Опять вернулся в середину садика и сел на лавочку. Шибаев что-то говорил, но он его не слышал. Тот понял, что Голицын хочет остаться один; отошел, отвернулся и закурил трубочку.

Голицын долго глядел на тонкий белый ствол березки, потом вдруг обнял его, прижался к нему щекой и закрыл глаза. Вспомнил Мариньку: «Выбегу, бывало, в рощу; молодые березки – тоненькие, как восковые свечечки; кожица у них такая мягкая, теплая, солнцем нагретая, совсем как живая. Обниму, прижмусь щекою и ласкаюсь, целую: миленькая, родненькая, сестричка моя!»

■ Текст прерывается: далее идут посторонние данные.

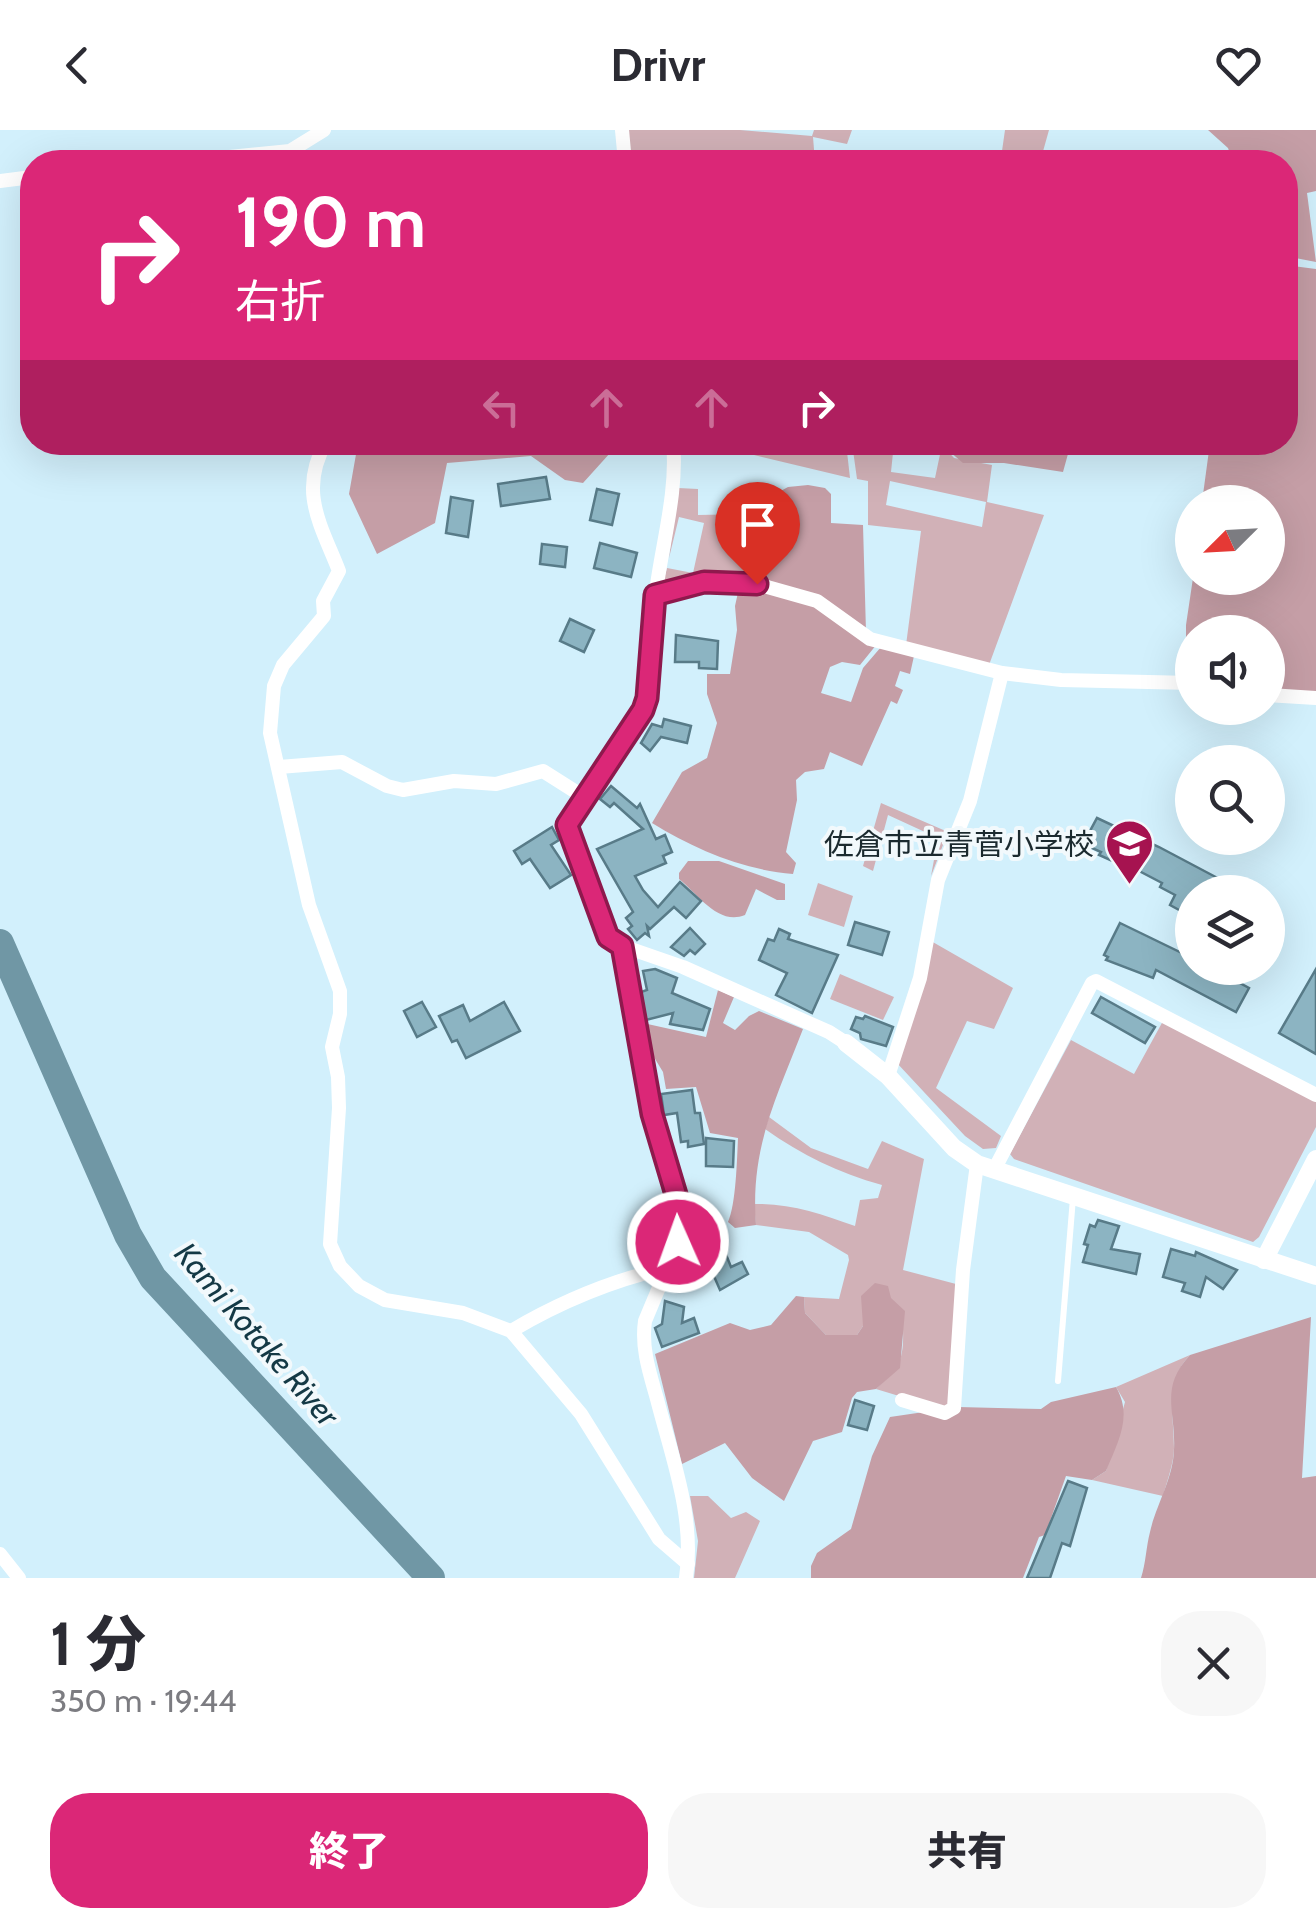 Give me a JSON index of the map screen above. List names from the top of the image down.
{
  "water": ["Kami Kotake River"],
  "places": {
    "school or university": ["佐倉市立青菅小学校"]
  },
  "north": "bottom left",
  "page": {
    "header": "Drivr",
    "turn": ["190 m", "右折"],
    "heading": ["1 分", "350 m · 19:44"],
    "buttons": ["終了", "共有"]
  }
}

Когда Голицын вернулся в свою новую, «светлую» камеру, она показалась ему темным и тесным гробом. Как будто на мгновение встал из гроба и опять упал: уж лучше б не вставать. Решил не ходить на прогулку. Отказался раз, два, а потом не выдержал – пошел.

Березки уже распустились, и благоухание цветущей сирени пахнуло в лицо ему росною свежестью. Опять, как намедни, сел на лавочку, обнял березку, прижался щекою и закрыл глаза. Такая тоска сжала сердце, что хотелось кричать как от боли.

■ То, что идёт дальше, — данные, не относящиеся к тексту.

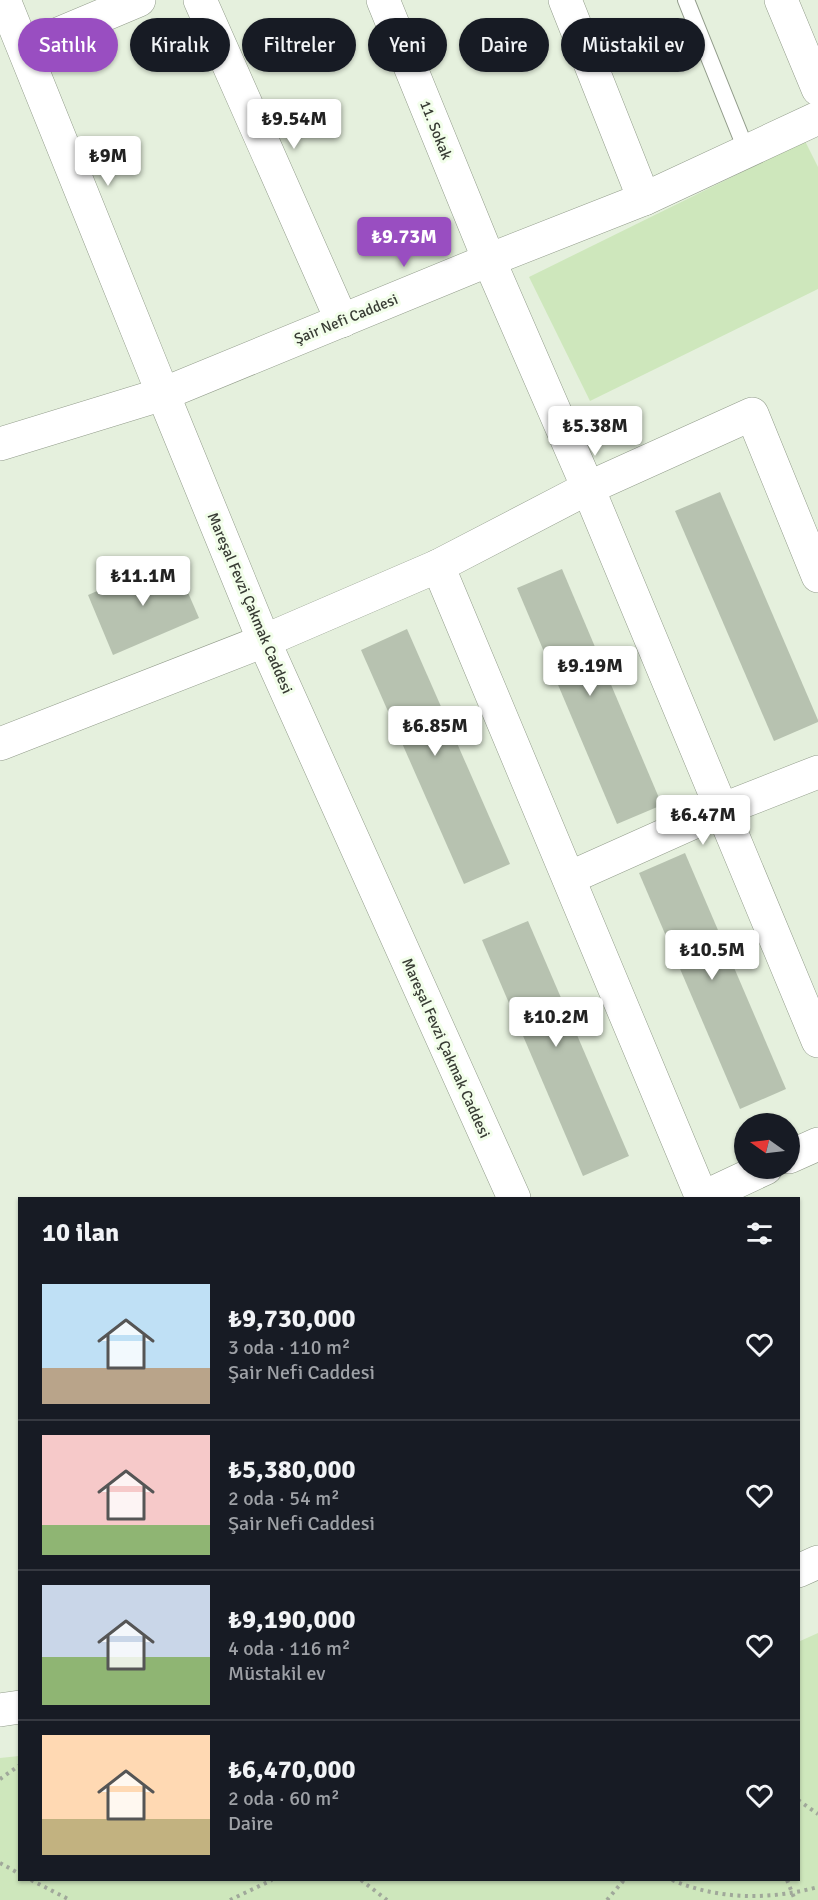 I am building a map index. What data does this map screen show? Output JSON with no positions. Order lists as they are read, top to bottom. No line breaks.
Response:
{"streets":{"street":["11. Sokak","Şair Nefi Caddesi","Mareşal Fevzi Çakmak Caddesi"]},"crossings":[["11. Sokak","Şair Nefi Caddesi"],["Şair Nefi Caddesi","Mareşal Fevzi Çakmak Caddesi"]],"north":"left","page":{"chip":["Satılık","Kiralık","Filtreler","Yeni","Daire","Müstakil ev"],"price":["₺9.54M","₺9M","₺9.73M","₺5.38M","₺11.1M","₺9.19M","₺6.85M","₺6.47M","₺10.5M","₺10.2M"],"heading":"10 ilan","list":[{"name":"₺9,730,000","note":"3 oda · 110 m² · Şair Nefi Caddesi"},{"name":"₺5,380,000","note":"2 oda · 54 m² · Şair Nefi Caddesi"},{"name":"₺9,190,000","note":"4 oda · 116 m² · Müstakil ev"},{"name":"₺6,470,000","note":"2 oda · 60 m² · Daire"}]}}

Вдруг шорох шагов. Открыл глаза, вскочил и выставил руки вперед с тихим криком ужаса: казалось, что видит призрак Мариньки.

– Валенька, светик мой, родненький! – бросилась к нему, обняла, прильнула всем телом – живая, живая Маринька.

Что было потом, уже не помнили. Говорили, спешили, перебивали, не понимали друг друга, смеялись и плакали вместе. Он вглядывался в нее, удивлялся и не узнавал: как похудела, побледнела и расцвела новой прелестью, неведомой! Девятнадцатилетняя девочка и уже взрослая женщина. Какое спокойное мужество! Ни страха, ни скорби в этих больших, темных глазах, а только сила любви бесконечная, как у Той, Всемогущей, на полотне Рафаэлевом.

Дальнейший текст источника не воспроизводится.